Repeat the records below in their entirety, exactly.
(Beginning of DATA PROVIDED)
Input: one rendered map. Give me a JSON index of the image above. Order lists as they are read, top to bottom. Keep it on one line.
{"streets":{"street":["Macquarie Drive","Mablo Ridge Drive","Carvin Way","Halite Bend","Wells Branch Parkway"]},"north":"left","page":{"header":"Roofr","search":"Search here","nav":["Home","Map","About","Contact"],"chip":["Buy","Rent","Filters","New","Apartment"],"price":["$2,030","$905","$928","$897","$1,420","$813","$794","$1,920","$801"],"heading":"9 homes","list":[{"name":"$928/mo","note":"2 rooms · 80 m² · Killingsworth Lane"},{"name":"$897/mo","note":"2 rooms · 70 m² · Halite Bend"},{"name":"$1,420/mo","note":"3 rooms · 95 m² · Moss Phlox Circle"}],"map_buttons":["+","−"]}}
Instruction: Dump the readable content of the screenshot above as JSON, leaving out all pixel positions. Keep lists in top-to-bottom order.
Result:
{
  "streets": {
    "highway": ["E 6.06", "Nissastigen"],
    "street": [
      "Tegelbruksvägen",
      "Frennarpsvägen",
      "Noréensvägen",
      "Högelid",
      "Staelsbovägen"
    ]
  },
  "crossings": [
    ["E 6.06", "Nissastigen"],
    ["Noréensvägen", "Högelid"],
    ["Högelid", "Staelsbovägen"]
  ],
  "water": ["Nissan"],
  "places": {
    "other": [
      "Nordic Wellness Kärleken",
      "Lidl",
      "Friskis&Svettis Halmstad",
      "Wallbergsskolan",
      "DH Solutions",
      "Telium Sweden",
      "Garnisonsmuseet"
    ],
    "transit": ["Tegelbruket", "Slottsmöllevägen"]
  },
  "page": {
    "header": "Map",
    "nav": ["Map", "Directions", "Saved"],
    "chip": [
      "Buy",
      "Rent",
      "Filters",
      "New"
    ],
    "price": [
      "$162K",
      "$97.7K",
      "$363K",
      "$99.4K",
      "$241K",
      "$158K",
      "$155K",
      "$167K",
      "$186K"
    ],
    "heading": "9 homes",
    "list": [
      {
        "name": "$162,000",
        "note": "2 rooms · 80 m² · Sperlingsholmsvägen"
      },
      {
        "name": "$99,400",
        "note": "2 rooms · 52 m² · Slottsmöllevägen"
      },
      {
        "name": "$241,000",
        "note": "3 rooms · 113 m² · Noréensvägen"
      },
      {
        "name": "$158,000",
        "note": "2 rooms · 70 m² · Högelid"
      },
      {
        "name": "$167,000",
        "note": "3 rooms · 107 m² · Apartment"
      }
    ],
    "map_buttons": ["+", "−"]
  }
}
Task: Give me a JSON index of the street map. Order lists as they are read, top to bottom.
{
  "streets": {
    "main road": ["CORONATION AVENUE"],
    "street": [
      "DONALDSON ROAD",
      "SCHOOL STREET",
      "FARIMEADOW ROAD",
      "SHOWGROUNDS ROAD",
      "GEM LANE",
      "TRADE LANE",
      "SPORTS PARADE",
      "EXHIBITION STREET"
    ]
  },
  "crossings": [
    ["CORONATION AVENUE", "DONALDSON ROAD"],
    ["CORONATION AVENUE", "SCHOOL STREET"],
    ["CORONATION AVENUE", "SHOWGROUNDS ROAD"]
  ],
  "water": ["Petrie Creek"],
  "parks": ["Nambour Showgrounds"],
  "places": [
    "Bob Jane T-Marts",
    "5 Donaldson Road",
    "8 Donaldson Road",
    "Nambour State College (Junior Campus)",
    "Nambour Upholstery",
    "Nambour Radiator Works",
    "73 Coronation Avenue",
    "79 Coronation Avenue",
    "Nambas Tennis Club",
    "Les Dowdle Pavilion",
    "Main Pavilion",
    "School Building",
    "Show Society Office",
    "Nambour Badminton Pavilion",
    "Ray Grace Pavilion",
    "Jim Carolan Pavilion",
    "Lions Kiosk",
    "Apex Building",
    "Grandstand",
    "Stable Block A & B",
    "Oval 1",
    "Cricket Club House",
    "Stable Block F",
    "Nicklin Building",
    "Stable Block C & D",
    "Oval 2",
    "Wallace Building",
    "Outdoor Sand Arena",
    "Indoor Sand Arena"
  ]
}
(End of DATA PROVIDED)
● **OUTPUT OF THE EXERCISE**
Input: one rendered map. Give me a JSON index of the image above. Order lists as they are read, top to bottom. Keep it on one line.
{"streets":{"street":["Macquarie Drive","Mablo Ridge Drive","Carvin Way","Halite Bend","Wells Branch Parkway"]},"north":"left","page":{"header":"Roofr","search":"Search here","nav":["Home","Map","About","Contact"],"chip":["Buy","Rent","Filters","New","Apartment"],"price":["$2,030","$905","$928","$897","$1,420","$813","$794","$1,920","$801"],"heading":"9 homes","list":[{"name":"$928/mo","note":"2 rooms · 80 m² · Killingsworth Lane"},{"name":"$897/mo","note":"2 rooms · 70 m² · Halite Bend"},{"name":"$1,420/mo","note":"3 rooms · 95 m² · Moss Phlox Circle"}],"map_buttons":["+","−"]}}
Instruction: Dump the readable content of the screenshot above as JSON, leaving out all pixel positions. Keep lists in top-to-bottom order.
Result:
{
  "streets": {
    "highway": ["E 6.06", "Nissastigen"],
    "street": [
      "Tegelbruksvägen",
      "Frennarpsvägen",
      "Noréensvägen",
      "Högelid",
      "Staelsbovägen"
    ]
  },
  "crossings": [
    ["E 6.06", "Nissastigen"],
    ["Noréensvägen", "Högelid"],
    ["Högelid", "Staelsbovägen"]
  ],
  "water": ["Nissan"],
  "places": {
    "other": [
      "Nordic Wellness Kärleken",
      "Lidl",
      "Friskis&Svettis Halmstad",
      "Wallbergsskolan",
      "DH Solutions",
      "Telium Sweden",
      "Garnisonsmuseet"
    ],
    "transit": ["Tegelbruket", "Slottsmöllevägen"]
  },
  "page": {
    "header": "Map",
    "nav": ["Map", "Directions", "Saved"],
    "chip": [
      "Buy",
      "Rent",
      "Filters",
      "New"
    ],
    "price": [
      "$162K",
      "$97.7K",
      "$363K",
      "$99.4K",
      "$241K",
      "$158K",
      "$155K",
      "$167K",
      "$186K"
    ],
    "heading": "9 homes",
    "list": [
      {
        "name": "$162,000",
        "note": "2 rooms · 80 m² · Sperlingsholmsvägen"
      },
      {
        "name": "$99,400",
        "note": "2 rooms · 52 m² · Slottsmöllevägen"
      },
      {
        "name": "$241,000",
        "note": "3 rooms · 113 m² · Noréensvägen"
      },
      {
        "name": "$158,000",
        "note": "2 rooms · 70 m² · Högelid"
      },
      {
        "name": "$167,000",
        "note": "3 rooms · 107 m² · Apartment"
      }
    ],
    "map_buttons": ["+", "−"]
  }
}
Task: Give me a JSON index of the street map. Order lists as they are read, top to bottom.
{
  "streets": {
    "main road": ["CORONATION AVENUE"],
    "street": [
      "DONALDSON ROAD",
      "SCHOOL STREET",
      "FARIMEADOW ROAD",
      "SHOWGROUNDS ROAD",
      "GEM LANE",
      "TRADE LANE",
      "SPORTS PARADE",
      "EXHIBITION STREET"
    ]
  },
  "crossings": [
    ["CORONATION AVENUE", "DONALDSON ROAD"],
    ["CORONATION AVENUE", "SCHOOL STREET"],
    ["CORONATION AVENUE", "SHOWGROUNDS ROAD"]
  ],
  "water": ["Petrie Creek"],
  "parks": ["Nambour Showgrounds"],
  "places": [
    "Bob Jane T-Marts",
    "5 Donaldson Road",
    "8 Donaldson Road",
    "Nambour State College (Junior Campus)",
    "Nambour Upholstery",
    "Nambour Radiator Works",
    "73 Coronation Avenue",
    "79 Coronation Avenue",
    "Nambas Tennis Club",
    "Les Dowdle Pavilion",
    "Main Pavilion",
    "School Building",
    "Show Society Office",
    "Nambour Badminton Pavilion",
    "Ray Grace Pavilion",
    "Jim Carolan Pavilion",
    "Lions Kiosk",
    "Apex Building",
    "Grandstand",
    "Stable Block A & B",
    "Oval 1",
    "Cricket Club House",
    "Stable Block F",
    "Nicklin Building",
    "Stable Block C & D",
    "Oval 2",
    "Wallace Building",
    "Outdoor Sand Arena",
    "Indoor Sand Arena"
  ]
}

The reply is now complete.